The dataset was systematically developed by integrating and augmenting multiple high-quality MQTT-based intrusion detection datasets, enabling a comprehensive and protocol-aware representation of IoT communication. Unlike prior datasets that predominantly focus on packet-level or TCP-based analysis with limited consideration of application-layer semantics, this dataset captures rich MQTT behavioral patterns by leveraging protocol-aware feature extraction and diverse attack scenarios across multiple sources.

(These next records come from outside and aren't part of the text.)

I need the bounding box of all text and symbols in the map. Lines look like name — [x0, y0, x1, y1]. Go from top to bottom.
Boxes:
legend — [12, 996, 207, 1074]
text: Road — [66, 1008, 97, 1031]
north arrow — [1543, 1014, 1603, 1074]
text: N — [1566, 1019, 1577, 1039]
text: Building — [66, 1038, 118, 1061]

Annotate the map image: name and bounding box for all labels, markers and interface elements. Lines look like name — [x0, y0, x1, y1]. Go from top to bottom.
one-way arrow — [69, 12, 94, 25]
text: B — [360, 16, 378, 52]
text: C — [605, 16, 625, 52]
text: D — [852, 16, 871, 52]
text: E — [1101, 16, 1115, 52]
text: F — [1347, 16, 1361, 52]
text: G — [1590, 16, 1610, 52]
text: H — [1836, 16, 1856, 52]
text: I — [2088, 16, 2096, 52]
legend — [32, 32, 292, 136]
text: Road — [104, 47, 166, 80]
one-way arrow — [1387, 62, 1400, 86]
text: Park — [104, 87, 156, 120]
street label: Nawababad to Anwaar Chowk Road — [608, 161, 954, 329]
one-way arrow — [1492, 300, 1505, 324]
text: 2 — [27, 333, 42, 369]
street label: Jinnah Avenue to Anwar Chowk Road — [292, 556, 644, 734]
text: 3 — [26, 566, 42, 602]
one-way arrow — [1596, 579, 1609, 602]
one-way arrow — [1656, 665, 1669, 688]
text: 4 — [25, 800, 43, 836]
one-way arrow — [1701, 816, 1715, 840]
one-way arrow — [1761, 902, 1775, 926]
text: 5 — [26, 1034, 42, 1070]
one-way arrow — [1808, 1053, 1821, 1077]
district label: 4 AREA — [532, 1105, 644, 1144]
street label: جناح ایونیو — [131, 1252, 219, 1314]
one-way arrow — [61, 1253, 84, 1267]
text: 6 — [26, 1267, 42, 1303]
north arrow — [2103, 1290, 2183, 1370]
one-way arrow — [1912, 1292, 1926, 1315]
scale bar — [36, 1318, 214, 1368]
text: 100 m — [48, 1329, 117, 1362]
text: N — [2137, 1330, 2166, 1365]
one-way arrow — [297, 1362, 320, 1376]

Captured and labeled 1 Data source: MQTT-based network traffic transformed into protocol-aware flow representations
Source datasets: Combination of MQTTset, MQTT-IoT-IDS2020, and DoS/DDoS-MQTT-IoT datasets
Attacks Profile: Diverse MQTT-specific attacks including brute-force authentication, malformed messages, SlowITe flooding, scanning, and DoS/DDoS variants
Data size: Multi-gigabyte-scale PCAP data aggregated from multiple datasets
Data records: Millions of packets and MQTT flows across all categories
Data capturing: Aggregated from multiple benchmark datasets with controlled preprocessing and balancing
Extracted Features: 404 MQTT-aware features (reduced to 378 after preprocessing) capturing session behavior, message patterns, and bidirectional interactions
This dataset introduces a protocol-aware, flow-based representation via the MQTTFlowLyzer analyzer, enabling the extraction of temporal, statistical, and behavioral characteristics beyond traditional packet-level inspection. By incorporating MQTT semantics into flow construction, the dataset enables deeper modeling of session dynamics and message-level interactions, which are critical for detecting sophisticated attacks that mimic benign traffic. Furthermore, the dataset is designed to support advanced AI and LLM-based intrusion detection, where high-dimensional behavioral features can be leveraged by attention-based and deep tabular models for adaptive feature selection and contextual threat analysis. This framework facilitates the development of next-generation intrusion detection systems that move beyond isolated traffic analysis toward context-aware, protocol-sensitive security intelligence tailored for IoT environments.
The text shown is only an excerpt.